▸ EXTRACTED ENTRIES:
--- START ---
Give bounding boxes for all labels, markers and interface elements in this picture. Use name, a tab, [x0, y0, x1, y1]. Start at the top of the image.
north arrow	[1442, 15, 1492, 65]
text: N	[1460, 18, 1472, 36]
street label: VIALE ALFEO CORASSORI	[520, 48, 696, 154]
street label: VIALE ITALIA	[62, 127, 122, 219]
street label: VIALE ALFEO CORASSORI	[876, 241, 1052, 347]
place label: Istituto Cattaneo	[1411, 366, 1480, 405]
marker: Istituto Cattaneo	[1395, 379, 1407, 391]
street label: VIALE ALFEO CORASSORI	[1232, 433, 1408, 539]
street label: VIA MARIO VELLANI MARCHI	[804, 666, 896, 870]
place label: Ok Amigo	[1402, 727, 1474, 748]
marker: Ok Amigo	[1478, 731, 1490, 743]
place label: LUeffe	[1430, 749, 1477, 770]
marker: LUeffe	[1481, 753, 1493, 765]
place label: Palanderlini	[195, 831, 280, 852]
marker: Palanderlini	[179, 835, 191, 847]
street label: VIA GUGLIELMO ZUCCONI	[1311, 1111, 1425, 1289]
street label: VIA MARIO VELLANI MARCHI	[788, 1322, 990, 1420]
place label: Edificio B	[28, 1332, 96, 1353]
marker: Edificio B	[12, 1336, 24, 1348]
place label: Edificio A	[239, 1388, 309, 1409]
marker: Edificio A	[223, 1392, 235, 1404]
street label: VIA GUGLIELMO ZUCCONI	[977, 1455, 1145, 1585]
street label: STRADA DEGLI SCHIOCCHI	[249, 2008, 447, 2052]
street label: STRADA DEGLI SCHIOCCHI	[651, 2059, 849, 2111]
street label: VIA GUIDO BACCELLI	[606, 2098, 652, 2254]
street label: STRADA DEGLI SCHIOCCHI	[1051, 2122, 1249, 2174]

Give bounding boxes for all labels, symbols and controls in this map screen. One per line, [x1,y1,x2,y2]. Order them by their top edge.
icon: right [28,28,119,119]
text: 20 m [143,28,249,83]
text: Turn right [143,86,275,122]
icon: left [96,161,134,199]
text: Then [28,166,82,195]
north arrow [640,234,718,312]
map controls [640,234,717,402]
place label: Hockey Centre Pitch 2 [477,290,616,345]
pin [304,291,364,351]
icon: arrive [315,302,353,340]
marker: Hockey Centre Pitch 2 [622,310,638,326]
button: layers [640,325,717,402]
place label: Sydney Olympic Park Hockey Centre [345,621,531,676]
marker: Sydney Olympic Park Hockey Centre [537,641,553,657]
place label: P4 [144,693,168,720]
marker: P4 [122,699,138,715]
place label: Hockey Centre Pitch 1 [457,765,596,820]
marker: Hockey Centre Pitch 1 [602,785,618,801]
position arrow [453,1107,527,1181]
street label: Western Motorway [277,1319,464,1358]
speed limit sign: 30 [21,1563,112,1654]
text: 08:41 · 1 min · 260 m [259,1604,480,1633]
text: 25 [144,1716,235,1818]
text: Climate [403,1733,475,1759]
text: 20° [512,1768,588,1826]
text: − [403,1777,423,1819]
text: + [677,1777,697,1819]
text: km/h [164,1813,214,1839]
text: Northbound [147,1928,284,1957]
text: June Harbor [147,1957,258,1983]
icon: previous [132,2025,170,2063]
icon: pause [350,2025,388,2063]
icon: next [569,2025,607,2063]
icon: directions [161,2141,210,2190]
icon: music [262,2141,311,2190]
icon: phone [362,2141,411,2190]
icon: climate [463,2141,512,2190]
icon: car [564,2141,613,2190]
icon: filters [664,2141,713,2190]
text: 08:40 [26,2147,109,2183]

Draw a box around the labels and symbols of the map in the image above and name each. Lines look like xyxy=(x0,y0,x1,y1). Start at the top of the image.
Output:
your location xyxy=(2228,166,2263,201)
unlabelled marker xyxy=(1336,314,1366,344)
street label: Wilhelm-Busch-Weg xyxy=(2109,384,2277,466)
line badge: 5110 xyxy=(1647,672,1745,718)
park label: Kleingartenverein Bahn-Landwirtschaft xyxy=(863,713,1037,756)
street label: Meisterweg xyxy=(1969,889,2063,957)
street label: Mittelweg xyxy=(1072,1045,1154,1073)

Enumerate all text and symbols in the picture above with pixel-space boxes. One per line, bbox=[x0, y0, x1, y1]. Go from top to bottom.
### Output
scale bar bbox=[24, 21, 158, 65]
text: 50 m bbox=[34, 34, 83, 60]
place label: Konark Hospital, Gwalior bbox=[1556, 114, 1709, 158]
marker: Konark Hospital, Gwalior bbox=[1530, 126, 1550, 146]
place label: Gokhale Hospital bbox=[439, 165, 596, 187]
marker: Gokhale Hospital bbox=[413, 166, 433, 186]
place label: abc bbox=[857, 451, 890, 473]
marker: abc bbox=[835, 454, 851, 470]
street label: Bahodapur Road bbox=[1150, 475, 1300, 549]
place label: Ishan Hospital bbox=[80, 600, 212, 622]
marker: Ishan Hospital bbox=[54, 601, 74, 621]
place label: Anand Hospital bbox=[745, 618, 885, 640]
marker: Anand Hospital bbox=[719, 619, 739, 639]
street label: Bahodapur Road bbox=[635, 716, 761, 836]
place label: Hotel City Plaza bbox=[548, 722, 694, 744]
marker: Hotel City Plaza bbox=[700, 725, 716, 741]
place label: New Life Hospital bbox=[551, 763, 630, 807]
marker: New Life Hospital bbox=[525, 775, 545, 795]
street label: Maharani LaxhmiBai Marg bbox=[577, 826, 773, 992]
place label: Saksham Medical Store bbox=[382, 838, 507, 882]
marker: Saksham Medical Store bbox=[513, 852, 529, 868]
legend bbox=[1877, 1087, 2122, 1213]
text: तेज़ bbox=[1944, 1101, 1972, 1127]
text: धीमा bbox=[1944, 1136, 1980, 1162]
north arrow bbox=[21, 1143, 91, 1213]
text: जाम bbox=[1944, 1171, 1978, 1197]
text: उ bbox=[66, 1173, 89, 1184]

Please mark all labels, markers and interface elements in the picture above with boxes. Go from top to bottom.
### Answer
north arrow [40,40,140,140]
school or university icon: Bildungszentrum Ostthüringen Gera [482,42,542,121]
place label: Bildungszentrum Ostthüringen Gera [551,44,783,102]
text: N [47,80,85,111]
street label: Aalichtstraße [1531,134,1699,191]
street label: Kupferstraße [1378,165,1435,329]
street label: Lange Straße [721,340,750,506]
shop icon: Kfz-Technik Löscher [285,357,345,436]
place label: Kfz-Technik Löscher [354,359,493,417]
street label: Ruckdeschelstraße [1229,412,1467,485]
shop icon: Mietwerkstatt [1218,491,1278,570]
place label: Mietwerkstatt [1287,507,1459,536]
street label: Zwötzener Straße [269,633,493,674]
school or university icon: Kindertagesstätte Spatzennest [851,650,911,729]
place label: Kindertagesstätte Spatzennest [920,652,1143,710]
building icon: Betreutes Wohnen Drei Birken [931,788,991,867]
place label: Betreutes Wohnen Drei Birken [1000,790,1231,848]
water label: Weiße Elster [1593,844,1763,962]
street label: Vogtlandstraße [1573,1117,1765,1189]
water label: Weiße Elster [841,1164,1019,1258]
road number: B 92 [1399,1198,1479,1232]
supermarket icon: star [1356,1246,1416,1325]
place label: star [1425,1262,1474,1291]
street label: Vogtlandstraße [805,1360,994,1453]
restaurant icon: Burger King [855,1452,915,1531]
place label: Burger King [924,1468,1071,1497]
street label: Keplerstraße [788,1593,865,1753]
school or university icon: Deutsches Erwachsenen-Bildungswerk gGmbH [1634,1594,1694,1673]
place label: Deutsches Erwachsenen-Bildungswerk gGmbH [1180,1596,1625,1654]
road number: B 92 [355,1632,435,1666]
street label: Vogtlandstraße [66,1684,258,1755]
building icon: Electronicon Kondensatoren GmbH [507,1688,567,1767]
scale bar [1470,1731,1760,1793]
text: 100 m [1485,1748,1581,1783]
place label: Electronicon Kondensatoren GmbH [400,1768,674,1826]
--- END ---
▸ EXERCISE BRIEF: For each line above that carries the word "Gera", copy it out.

▸ ANSWER TO THIS TASK:
school or university icon: Bildungszentrum Ostthüringen Gera [482,42,542,121]
place label: Bildungszentrum Ostthüringen Gera [551,44,783,102]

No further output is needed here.